→ **EXERCISE DESCRIPTION**: For the records below, tally every line that has the word "screen" and reply with the number alone.

<<<<

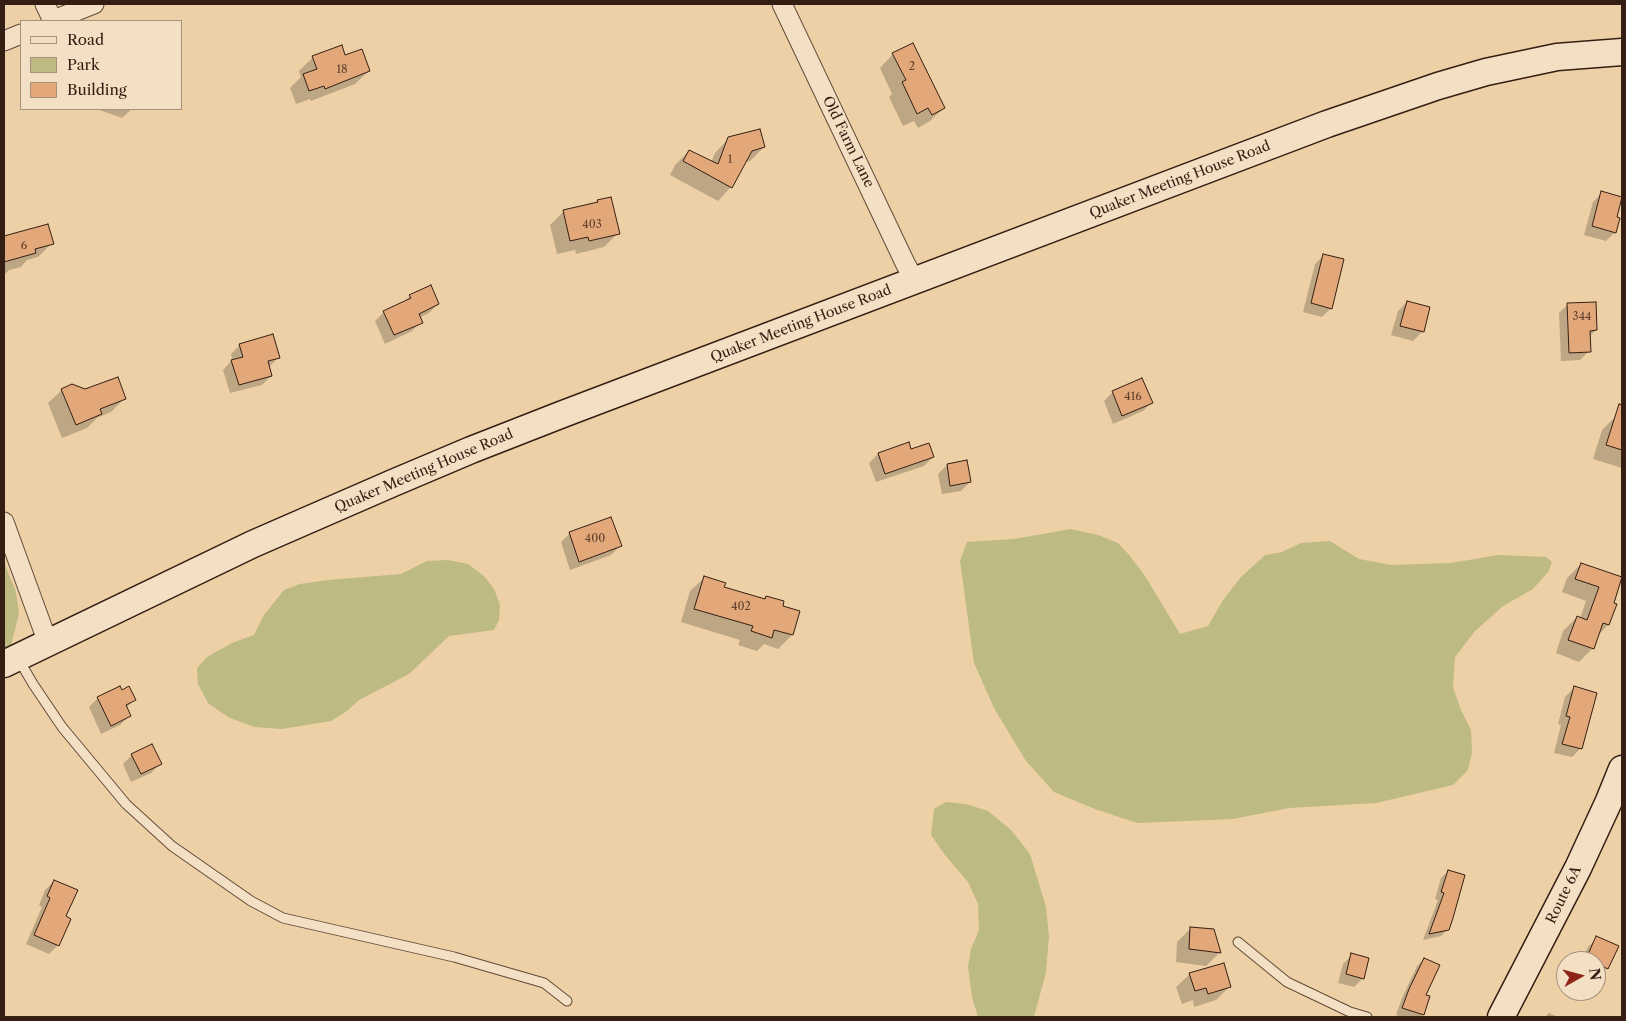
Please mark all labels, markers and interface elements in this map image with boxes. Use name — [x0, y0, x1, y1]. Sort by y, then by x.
legend — [20, 20, 182, 110]
text: Road — [67, 30, 104, 49]
text: Park — [67, 55, 100, 74]
house number: 2 — [909, 60, 915, 74]
house number: 18 — [336, 63, 348, 77]
text: Building — [67, 80, 127, 99]
street label: Old Farm Lane — [819, 93, 877, 191]
street label: Quaker Meeting House Road — [1087, 138, 1273, 222]
house number: 1 — [728, 153, 732, 167]
house number: 403 — [582, 218, 602, 232]
house number: 6 — [21, 239, 27, 253]
street label: Quaker Meeting House Road — [708, 282, 894, 366]
house number: 344 — [1573, 310, 1591, 324]
house number: 416 — [1124, 390, 1142, 404]
street label: Quaker Meeting House Road — [332, 426, 516, 516]
house number: 400 — [585, 532, 605, 546]
house number: 402 — [731, 600, 751, 614]
street label: Route 6A — [1543, 863, 1585, 927]
north arrow — [1556, 951, 1606, 1001]
text: N — [1585, 967, 1605, 981]

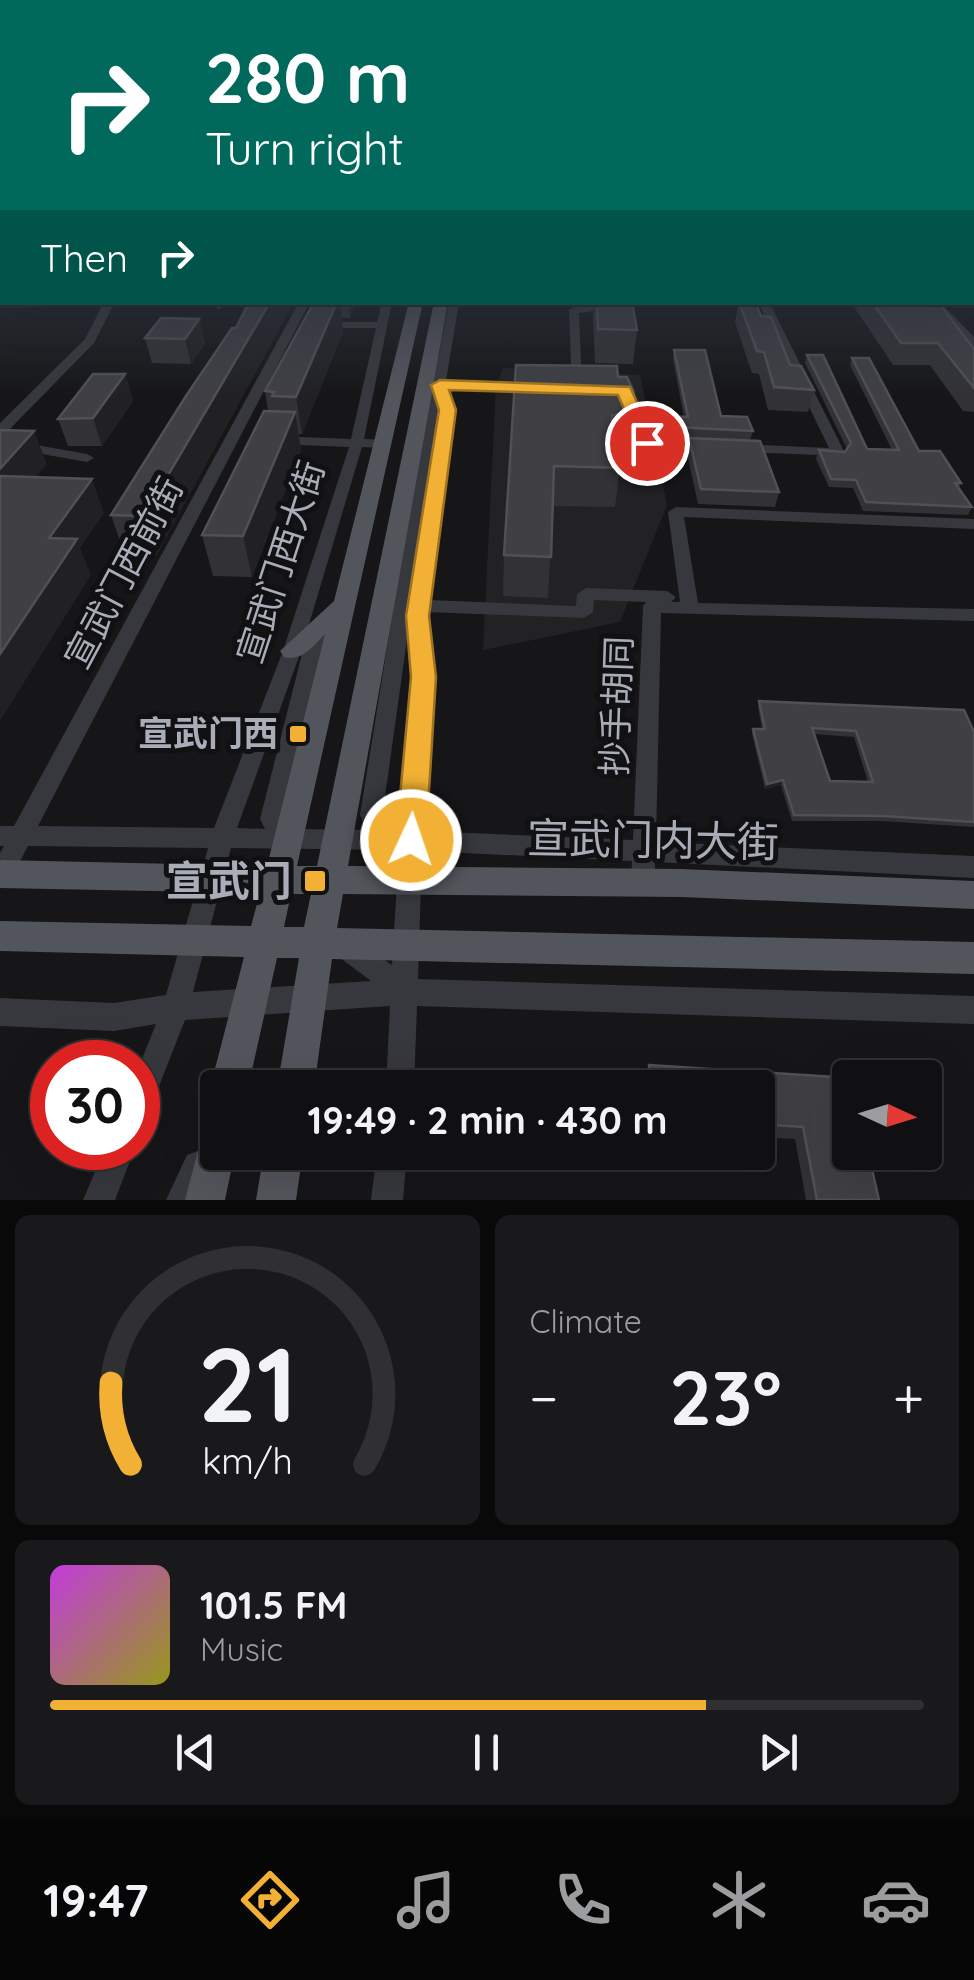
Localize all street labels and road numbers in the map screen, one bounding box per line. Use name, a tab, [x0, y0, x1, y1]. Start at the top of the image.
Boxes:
street label: 宣武门西大街	[227, 455, 333, 668]
street label: 宣武门西前街	[54, 469, 192, 676]
street label: 抄手胡同	[592, 635, 640, 777]
street label: 宣武门内大街	[527, 811, 779, 868]

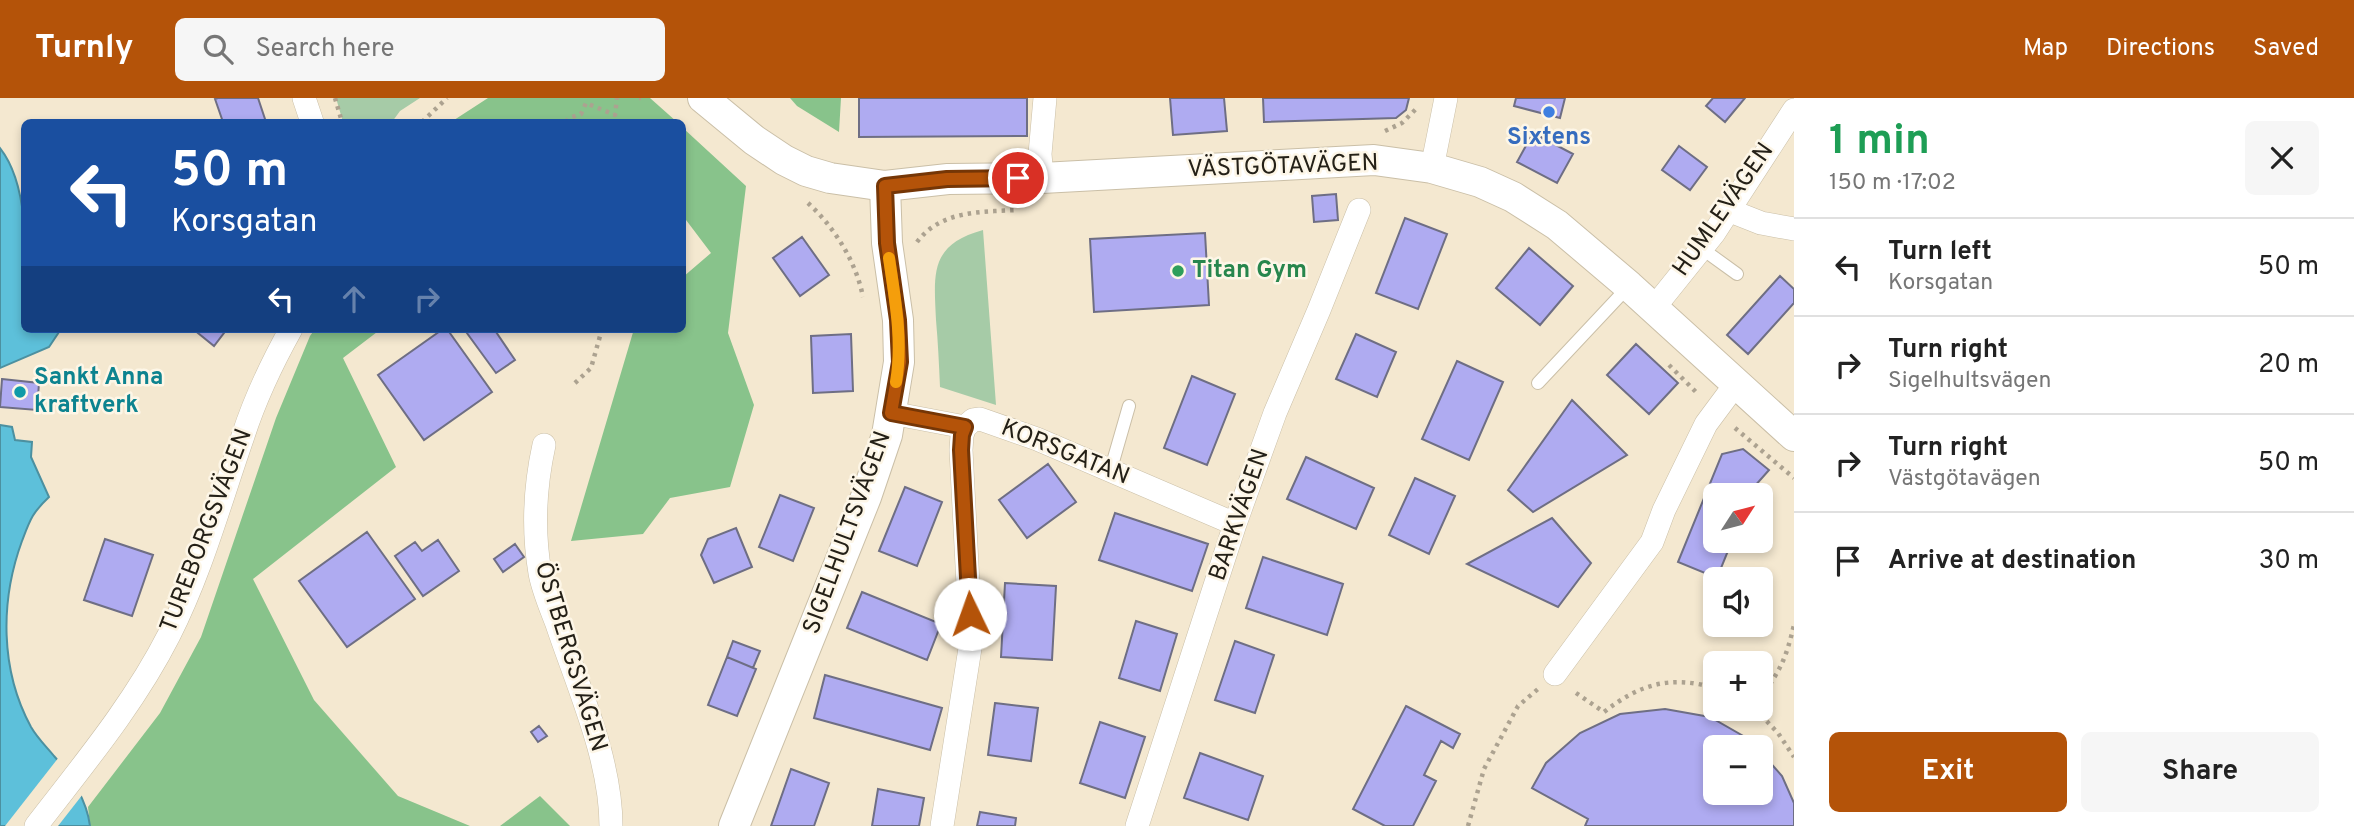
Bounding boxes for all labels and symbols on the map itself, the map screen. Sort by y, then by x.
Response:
marker: Sixtens [1541,104,1557,120]
place label: Sixtens [1507,123,1591,153]
street label: HUMLEVÄGEN [1666,137,1781,283]
street label: VÄSTGÖTAVÄGEN [1187,147,1379,185]
pin [988,148,1048,208]
place label: Titan Gym [1192,256,1307,286]
marker: Titan Gym [1170,263,1186,279]
place label: Sankt Anna kraftverk [34,363,163,421]
marker: Sankt Anna kraftverk [12,384,28,400]
street label: KORSGATAN [996,414,1134,492]
street label: TUREBORGSVÄGEN [153,425,260,637]
street label: SIGELHULTSVÄGEN [796,427,899,639]
street label: BARKVÄGEN [1202,445,1277,585]
north arrow [1703,483,1773,553]
street label: ÖSTBERGSVÄGEN [527,558,615,756]
position arrow [933,577,1007,651]

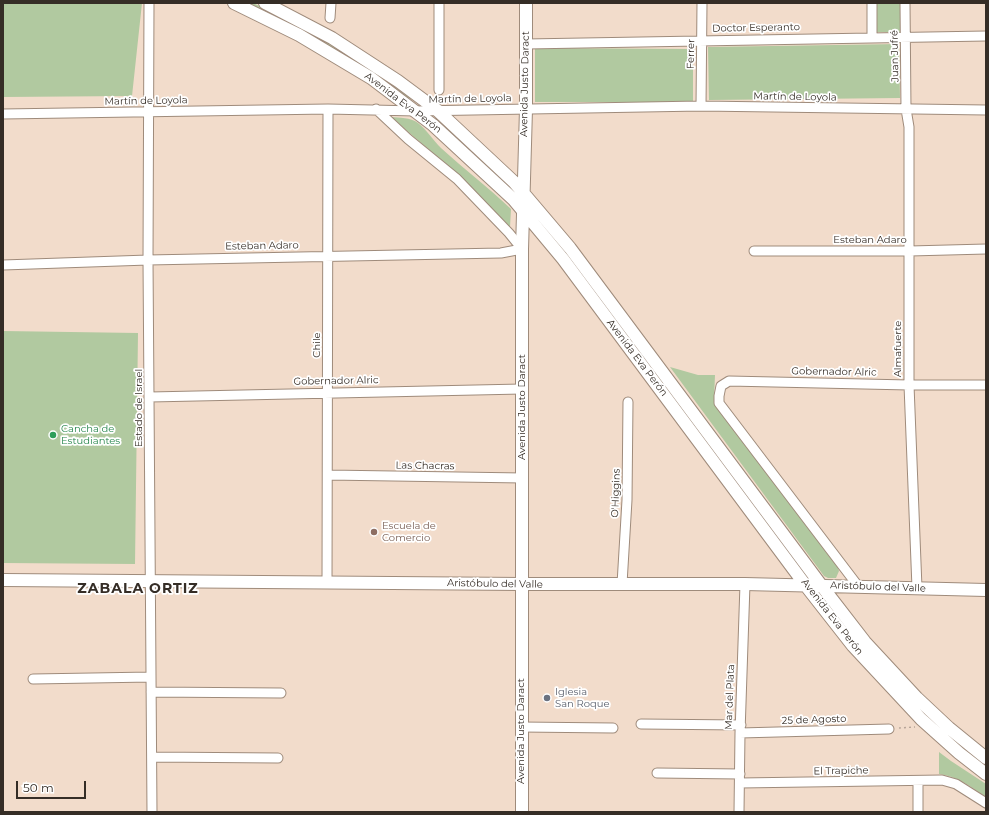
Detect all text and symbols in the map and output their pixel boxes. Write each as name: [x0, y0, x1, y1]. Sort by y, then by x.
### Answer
street label: Doctor Esperanto: [712, 21, 800, 35]
street label: Juan Jufré: [889, 30, 901, 82]
street label: Avenida Justo Daract: [518, 31, 532, 137]
street label: Ferrer: [685, 39, 697, 69]
street label: Avenida Eva Perón: [362, 70, 444, 136]
street label: Martín de Loyola: [753, 90, 837, 104]
street label: Martín de Loyola: [428, 92, 512, 106]
street label: Martín de Loyola: [104, 94, 188, 108]
street label: Esteban Adaro: [833, 234, 907, 246]
street label: Esteban Adaro: [225, 239, 299, 253]
street label: Avenida Eva Perón: [604, 317, 670, 399]
street label: Almafuerte: [892, 321, 904, 377]
street label: Chile: [311, 332, 323, 358]
street label: Avenida Justo Daract: [516, 354, 528, 460]
street label: Gobernador Alric: [791, 365, 877, 379]
street label: Estado de Israel: [133, 369, 145, 447]
street label: Gobernador Alric: [293, 374, 379, 388]
place label: Cancha de Estudiantes: [61, 423, 120, 446]
marker: Cancha de Estudiantes: [48, 430, 58, 440]
street label: Las Chacras: [395, 459, 455, 473]
street label: O'Higgins: [609, 468, 623, 518]
place label: Escuela de Comercio: [382, 520, 436, 544]
marker: Escuela de Comercio: [369, 527, 379, 537]
street label: Aristóbulo del Valle: [447, 577, 543, 591]
street label: Avenida Eva Perón: [799, 577, 865, 657]
street label: Aristóbulo del Valle: [830, 579, 926, 595]
district label: ZABALA ORTIZ: [77, 581, 199, 597]
street label: Mar del Plata: [723, 664, 737, 730]
street label: Avenida Justo Daract: [515, 678, 527, 784]
place label: Iglesia San Roque: [555, 686, 609, 710]
marker: Iglesia San Roque: [542, 693, 552, 703]
street label: 25 de Agosto: [781, 713, 847, 727]
street label: El Trapiche: [813, 765, 869, 777]
scale bar: [18, 773, 88, 799]
text: 50 m: [23, 780, 54, 795]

>>>>

→ **SOLUTION FOR THIS TASK**: 2